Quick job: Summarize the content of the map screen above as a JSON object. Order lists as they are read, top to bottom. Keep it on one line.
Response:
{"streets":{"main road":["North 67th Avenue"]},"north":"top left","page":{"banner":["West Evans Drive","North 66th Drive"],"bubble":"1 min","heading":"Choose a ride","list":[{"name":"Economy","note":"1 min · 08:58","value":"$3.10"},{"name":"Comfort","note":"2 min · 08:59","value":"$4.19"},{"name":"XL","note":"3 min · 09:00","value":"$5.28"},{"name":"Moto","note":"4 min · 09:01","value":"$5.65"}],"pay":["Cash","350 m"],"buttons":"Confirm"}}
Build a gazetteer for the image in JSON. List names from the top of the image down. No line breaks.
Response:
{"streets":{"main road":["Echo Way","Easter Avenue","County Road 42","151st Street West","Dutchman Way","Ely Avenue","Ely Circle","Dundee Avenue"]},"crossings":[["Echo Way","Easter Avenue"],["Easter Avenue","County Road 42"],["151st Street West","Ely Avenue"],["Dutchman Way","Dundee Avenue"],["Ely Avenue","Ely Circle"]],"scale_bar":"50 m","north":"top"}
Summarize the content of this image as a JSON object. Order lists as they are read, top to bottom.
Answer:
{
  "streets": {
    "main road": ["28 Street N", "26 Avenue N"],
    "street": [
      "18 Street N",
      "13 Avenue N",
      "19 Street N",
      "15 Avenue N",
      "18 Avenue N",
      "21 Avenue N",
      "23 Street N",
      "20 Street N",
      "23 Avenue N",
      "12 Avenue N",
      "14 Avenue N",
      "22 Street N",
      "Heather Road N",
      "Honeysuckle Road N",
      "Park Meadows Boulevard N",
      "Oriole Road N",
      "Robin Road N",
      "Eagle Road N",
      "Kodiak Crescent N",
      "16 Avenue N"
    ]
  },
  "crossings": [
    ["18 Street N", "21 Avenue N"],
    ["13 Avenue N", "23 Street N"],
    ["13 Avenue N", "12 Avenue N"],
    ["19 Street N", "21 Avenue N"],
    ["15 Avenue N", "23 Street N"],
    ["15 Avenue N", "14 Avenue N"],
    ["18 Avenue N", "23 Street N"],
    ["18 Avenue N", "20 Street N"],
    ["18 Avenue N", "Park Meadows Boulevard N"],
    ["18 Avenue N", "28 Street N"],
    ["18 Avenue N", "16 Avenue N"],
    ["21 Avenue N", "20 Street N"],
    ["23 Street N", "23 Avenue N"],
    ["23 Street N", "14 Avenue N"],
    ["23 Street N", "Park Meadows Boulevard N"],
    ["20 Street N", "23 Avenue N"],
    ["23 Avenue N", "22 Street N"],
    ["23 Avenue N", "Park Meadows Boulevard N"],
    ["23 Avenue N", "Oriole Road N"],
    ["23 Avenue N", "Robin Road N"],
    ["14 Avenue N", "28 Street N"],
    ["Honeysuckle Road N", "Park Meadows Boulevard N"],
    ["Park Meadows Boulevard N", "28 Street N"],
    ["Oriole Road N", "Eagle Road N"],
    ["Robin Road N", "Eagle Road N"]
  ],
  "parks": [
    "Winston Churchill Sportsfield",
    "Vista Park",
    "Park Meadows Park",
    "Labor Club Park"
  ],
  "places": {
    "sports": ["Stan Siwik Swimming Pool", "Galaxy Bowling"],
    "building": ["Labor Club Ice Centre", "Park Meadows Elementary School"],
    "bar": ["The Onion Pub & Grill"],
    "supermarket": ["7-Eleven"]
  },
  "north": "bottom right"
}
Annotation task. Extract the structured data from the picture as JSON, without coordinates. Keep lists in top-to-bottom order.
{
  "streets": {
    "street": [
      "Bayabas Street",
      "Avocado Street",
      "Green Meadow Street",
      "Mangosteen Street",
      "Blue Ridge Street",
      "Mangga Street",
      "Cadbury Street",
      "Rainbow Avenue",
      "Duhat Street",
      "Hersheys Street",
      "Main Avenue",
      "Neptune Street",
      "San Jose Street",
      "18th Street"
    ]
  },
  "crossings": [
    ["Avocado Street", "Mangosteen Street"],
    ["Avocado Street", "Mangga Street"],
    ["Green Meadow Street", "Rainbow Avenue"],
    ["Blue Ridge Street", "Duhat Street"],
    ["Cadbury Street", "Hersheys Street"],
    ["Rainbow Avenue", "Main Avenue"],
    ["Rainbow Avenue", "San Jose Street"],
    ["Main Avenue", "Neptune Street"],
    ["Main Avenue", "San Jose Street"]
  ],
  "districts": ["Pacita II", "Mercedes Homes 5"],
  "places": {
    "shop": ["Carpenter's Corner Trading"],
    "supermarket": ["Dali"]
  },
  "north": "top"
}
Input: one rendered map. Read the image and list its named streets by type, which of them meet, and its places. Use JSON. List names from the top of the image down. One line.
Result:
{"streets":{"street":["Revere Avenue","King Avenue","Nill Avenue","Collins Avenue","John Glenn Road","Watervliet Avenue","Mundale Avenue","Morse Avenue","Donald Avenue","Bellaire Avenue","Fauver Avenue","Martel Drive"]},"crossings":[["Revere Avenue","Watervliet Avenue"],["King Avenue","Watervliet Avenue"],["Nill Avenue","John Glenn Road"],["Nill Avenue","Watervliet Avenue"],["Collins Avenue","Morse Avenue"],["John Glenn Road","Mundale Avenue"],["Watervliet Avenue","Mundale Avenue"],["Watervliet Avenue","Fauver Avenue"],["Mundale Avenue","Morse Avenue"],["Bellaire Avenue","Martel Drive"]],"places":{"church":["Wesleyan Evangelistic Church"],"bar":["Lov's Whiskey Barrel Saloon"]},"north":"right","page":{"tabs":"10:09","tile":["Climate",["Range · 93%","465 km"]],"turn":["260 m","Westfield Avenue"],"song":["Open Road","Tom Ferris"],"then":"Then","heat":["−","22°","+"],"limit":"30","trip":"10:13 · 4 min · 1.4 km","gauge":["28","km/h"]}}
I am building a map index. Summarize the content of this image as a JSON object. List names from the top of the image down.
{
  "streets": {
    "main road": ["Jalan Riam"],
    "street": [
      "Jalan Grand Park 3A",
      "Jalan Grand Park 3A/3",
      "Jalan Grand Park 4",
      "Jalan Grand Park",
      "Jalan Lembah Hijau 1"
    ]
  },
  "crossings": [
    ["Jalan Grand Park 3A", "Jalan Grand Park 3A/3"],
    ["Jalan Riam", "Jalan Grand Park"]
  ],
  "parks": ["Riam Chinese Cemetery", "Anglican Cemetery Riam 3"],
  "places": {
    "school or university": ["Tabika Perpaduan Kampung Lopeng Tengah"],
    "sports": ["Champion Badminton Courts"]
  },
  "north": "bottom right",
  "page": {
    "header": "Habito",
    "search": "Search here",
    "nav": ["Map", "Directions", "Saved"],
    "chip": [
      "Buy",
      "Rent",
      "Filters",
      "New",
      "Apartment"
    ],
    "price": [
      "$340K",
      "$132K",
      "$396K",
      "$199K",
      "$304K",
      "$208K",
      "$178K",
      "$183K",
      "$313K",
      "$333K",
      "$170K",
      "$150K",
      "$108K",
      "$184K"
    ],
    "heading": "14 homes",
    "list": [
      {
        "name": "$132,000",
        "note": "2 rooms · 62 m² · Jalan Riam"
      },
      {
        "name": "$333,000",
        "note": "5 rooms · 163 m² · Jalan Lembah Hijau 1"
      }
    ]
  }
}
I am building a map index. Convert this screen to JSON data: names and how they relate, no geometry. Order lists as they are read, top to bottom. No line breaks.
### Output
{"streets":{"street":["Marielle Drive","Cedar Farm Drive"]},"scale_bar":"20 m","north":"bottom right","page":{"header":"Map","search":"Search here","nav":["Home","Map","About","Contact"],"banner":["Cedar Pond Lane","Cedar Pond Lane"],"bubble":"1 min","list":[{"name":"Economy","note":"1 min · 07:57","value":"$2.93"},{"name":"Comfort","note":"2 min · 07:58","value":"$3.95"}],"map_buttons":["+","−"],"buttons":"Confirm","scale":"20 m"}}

○ ○ ○

● **TASK TO COMPLETE**
Wherever a line above contains "parks", copy that line.

● **WRITTEN RESPONSE**
  "parks": [
  "parks": ["Riam Chinese Cemetery", "Anglican Cemetery Riam 3"],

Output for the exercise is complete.